= WHAT TO WORK ON =
Filter these entries so that only lines with the word "Jean" remain.

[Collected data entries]
▬▬▬▬▬▬▬▬▬▬

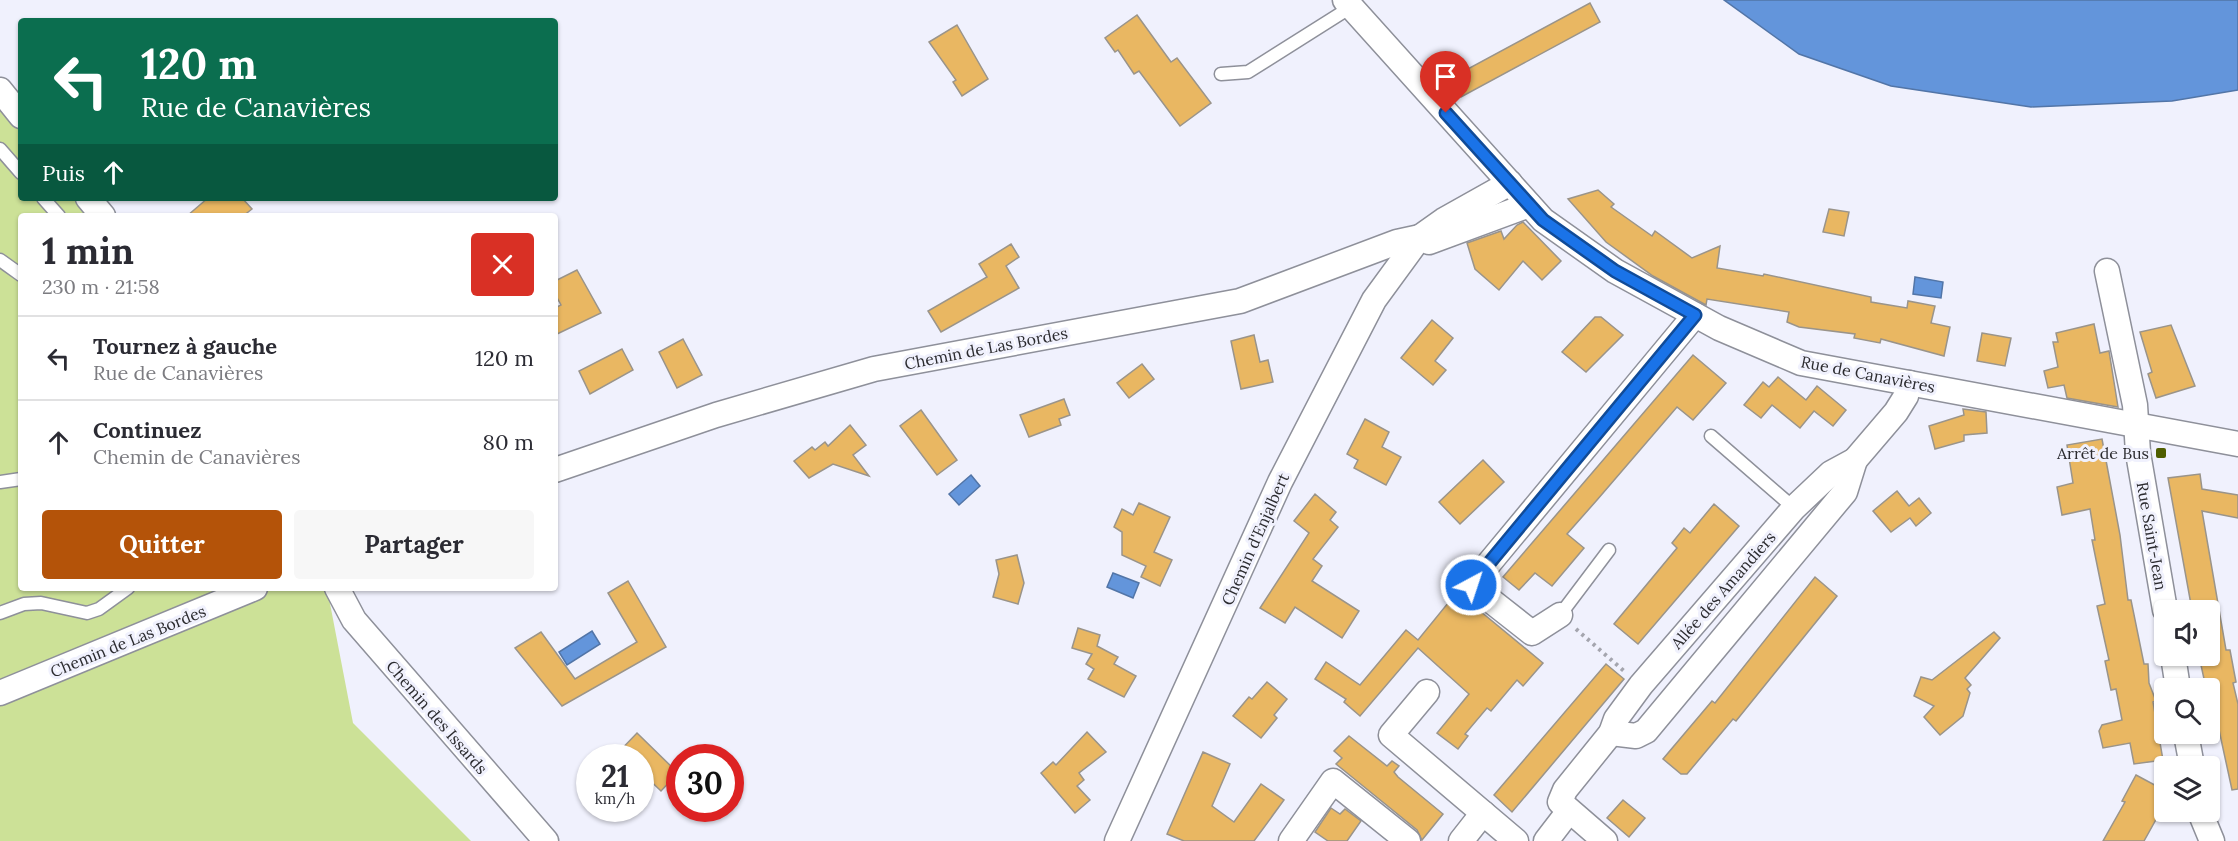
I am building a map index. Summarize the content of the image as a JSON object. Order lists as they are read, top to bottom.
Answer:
{
  "streets": {
    "street": [
      "Chemin de Las Bordes",
      "Rue de Canavières",
      "Rue Saint-Jean",
      "Chemin d'Enjalbert",
      "Allée des Amandiers",
      "Chemin des Issards"
    ]
  },
  "crossings": [
    ["Chemin de Las Bordes", "Chemin d'Enjalbert"],
    ["Rue de Canavières", "Rue Saint-Jean"],
    ["Rue de Canavières", "Chemin d'Enjalbert"],
    ["Rue de Canavières", "Allée des Amandiers"]
  ],
  "places": {
    "transit": ["Arrêt de Bus"]
  },
  "page": {
    "turn": ["120 m", "Rue de Canavières"],
    "then": "Puis",
    "heading": ["1 min", "230 m · 21:58"],
    "list": [
      {
        "name": "Tournez à gauche",
        "note": "Rue de Canavières",
        "value": "120 m"
      },
      {
        "name": "Continuez",
        "note": "Chemin de Canavières",
        "value": "80 m"
      }
    ],
    "buttons": ["Quitter", "Partager"],
    "speed": "21 km/h",
    "limit": "30"
  }
}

▬▬▬▬▬▬▬▬▬▬

= RESULT OF THIS TASK =
      "Rue Saint-Jean",
    ["Rue de Canavières", "Rue Saint-Jean"],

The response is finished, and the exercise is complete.